**What you will do**
Using the material below, print a verbatim copy of every line from the one containing "For a GIS import: Describe" through the one containing "Task: Extract the", inclusive, and omit the pictures.

**Supplied data**
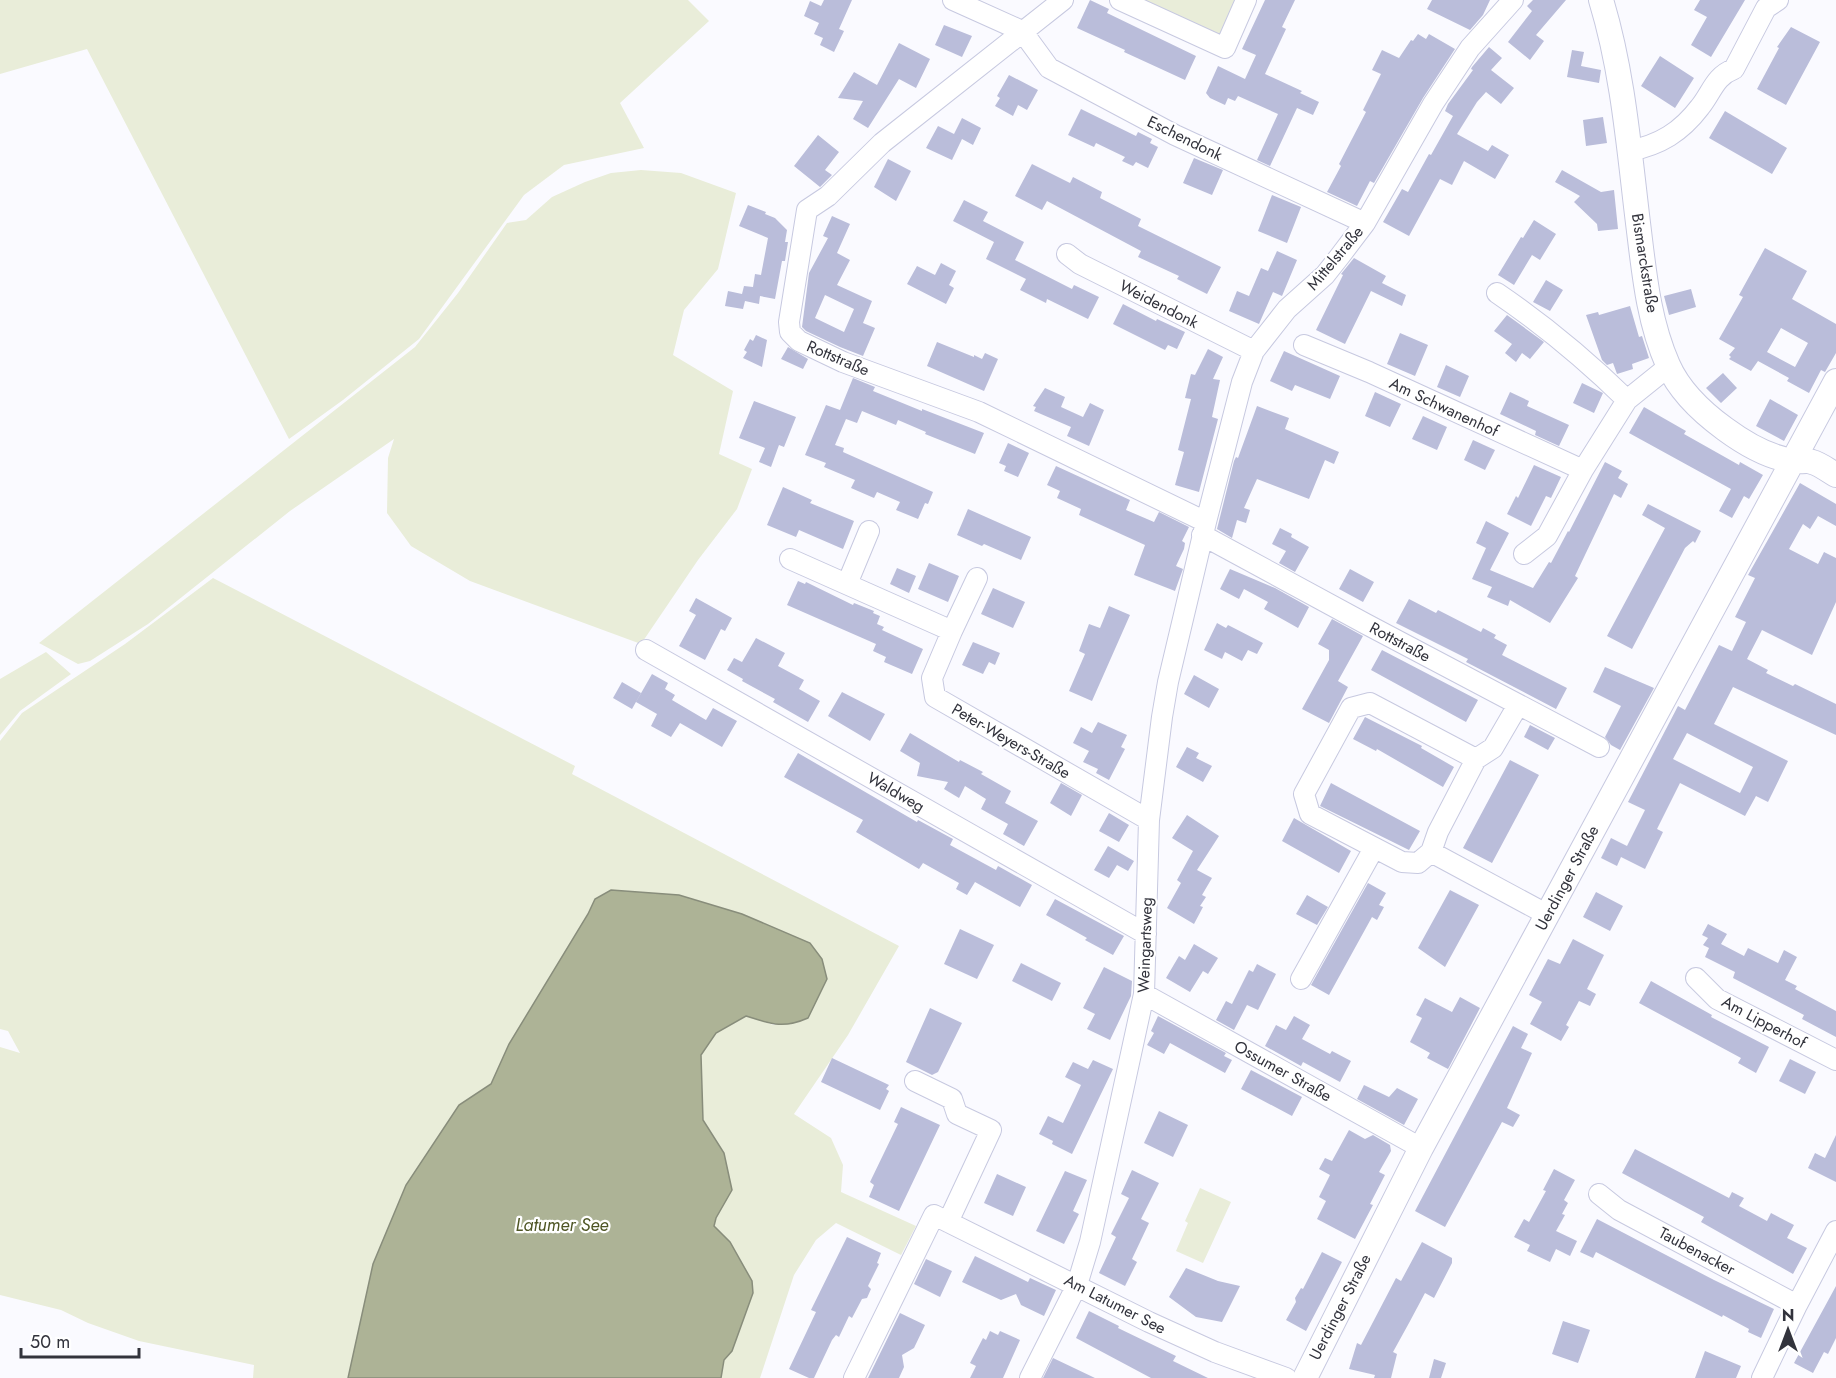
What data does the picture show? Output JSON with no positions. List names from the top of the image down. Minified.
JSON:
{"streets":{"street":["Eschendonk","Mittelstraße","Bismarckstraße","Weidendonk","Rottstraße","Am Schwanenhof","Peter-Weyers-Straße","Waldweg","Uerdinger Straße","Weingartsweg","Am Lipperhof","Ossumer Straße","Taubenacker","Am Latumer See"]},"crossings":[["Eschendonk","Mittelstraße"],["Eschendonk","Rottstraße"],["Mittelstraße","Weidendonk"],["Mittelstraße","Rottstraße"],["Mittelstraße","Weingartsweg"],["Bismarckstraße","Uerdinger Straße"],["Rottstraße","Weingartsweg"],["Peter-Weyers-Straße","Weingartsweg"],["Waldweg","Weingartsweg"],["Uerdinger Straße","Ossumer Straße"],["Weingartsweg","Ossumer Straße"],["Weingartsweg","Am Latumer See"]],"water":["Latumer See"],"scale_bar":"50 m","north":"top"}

---

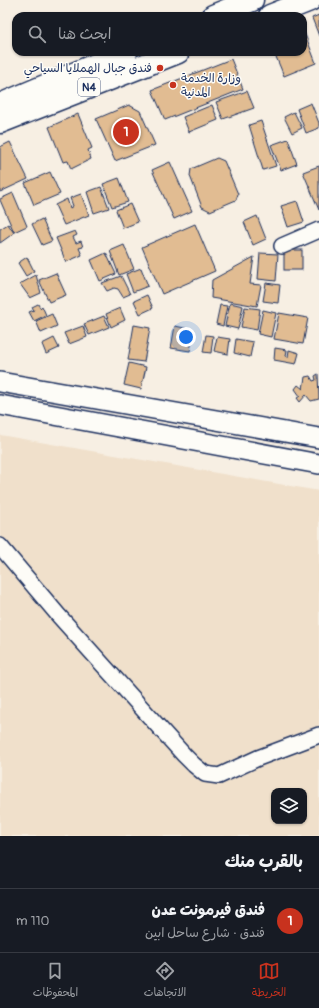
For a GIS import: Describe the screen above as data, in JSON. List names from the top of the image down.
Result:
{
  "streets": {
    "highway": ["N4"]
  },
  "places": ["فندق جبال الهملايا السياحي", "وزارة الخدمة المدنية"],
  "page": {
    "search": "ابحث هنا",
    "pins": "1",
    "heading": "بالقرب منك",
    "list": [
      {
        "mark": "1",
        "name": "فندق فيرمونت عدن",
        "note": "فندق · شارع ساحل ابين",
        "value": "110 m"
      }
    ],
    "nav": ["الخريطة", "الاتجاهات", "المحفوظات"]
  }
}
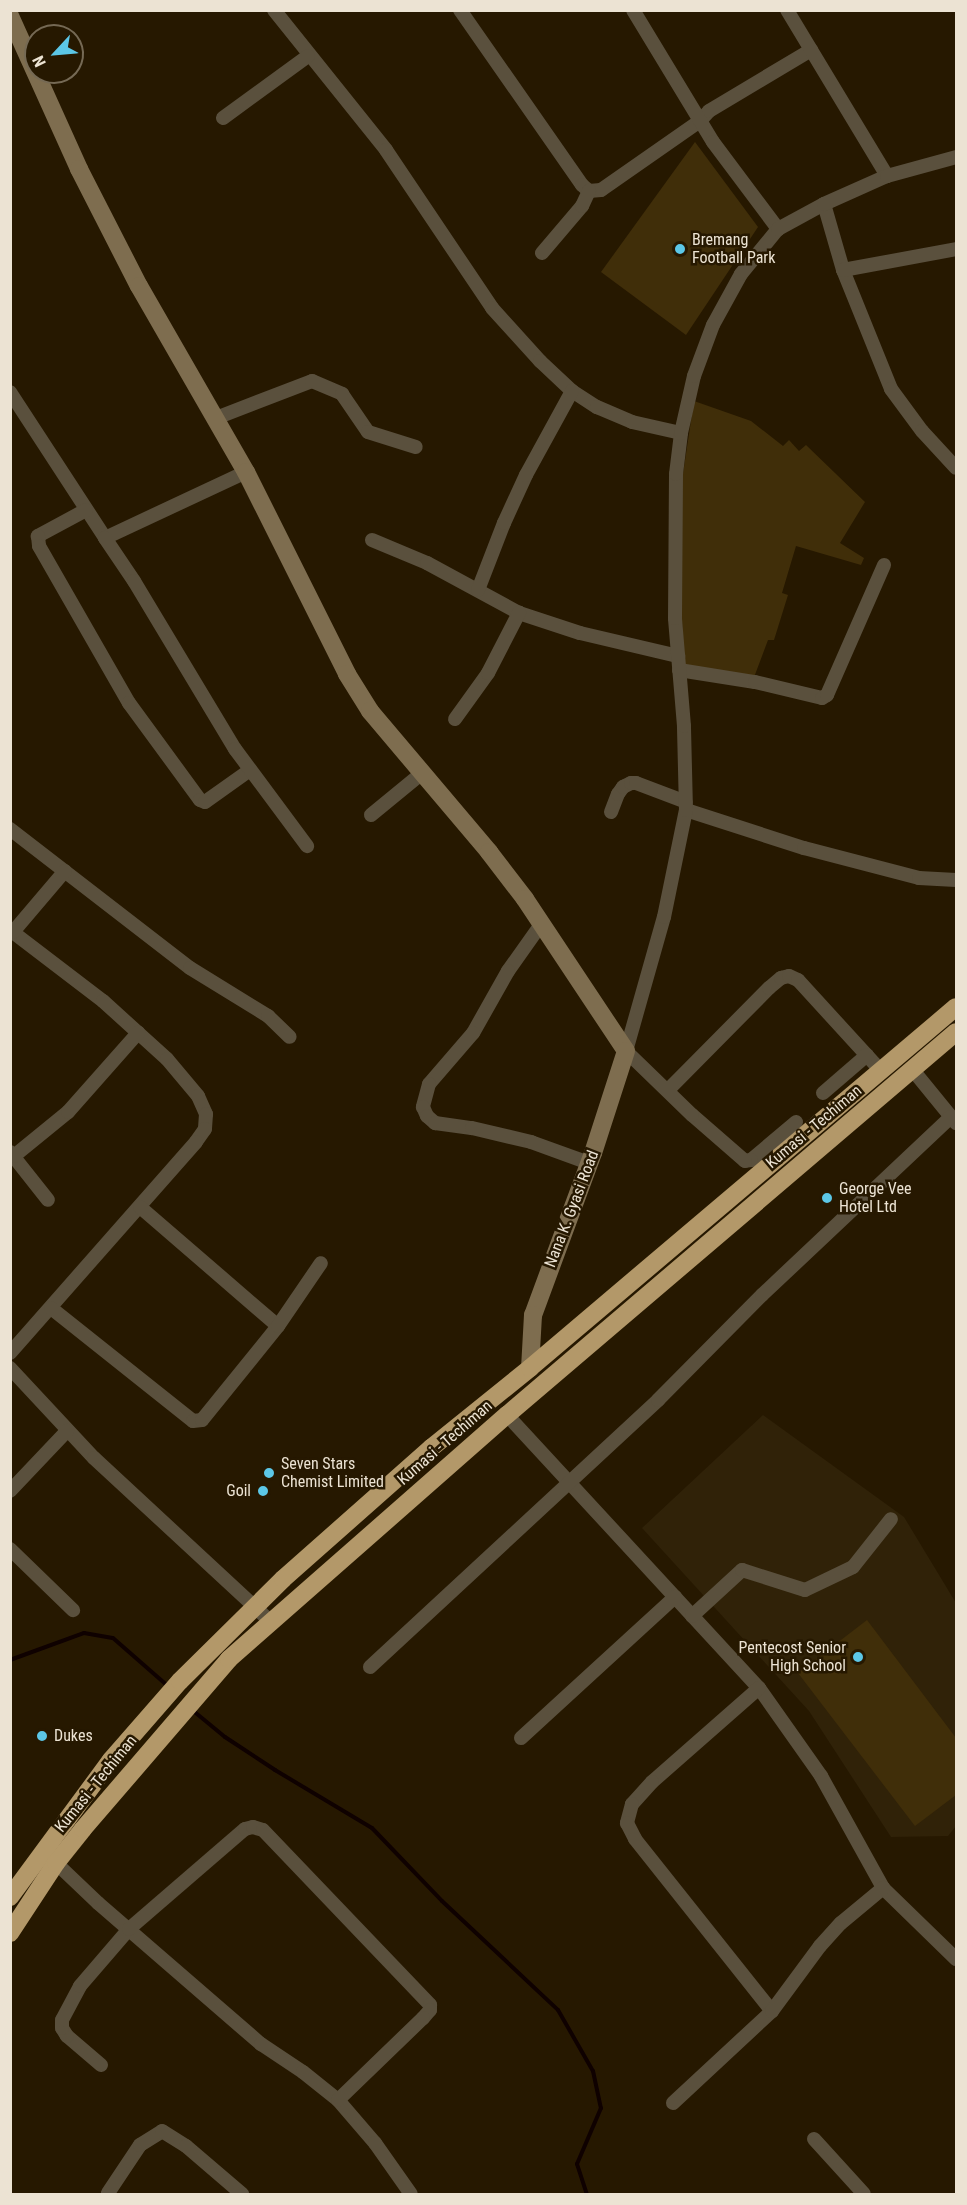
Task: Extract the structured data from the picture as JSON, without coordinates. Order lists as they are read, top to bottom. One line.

**Output below**
For a GIS import: Describe the screen above as data, in JSON. List names from the top of the image down.
Result:
{
  "streets": {
    "highway": ["N4"]
  },
  "places": ["فندق جبال الهملايا السياحي", "وزارة الخدمة المدنية"],
  "page": {
    "search": "ابحث هنا",
    "pins": "1",
    "heading": "بالقرب منك",
    "list": [
      {
        "mark": "1",
        "name": "فندق فيرمونت عدن",
        "note": "فندق · شارع ساحل ابين",
        "value": "110 m"
      }
    ],
    "nav": ["الخريطة", "الاتجاهات", "المحفوظات"]
  }
}
Task: Extract the structured data from the picture as JSON, without coordinates. Order lists as they are read, top to bottom. One line.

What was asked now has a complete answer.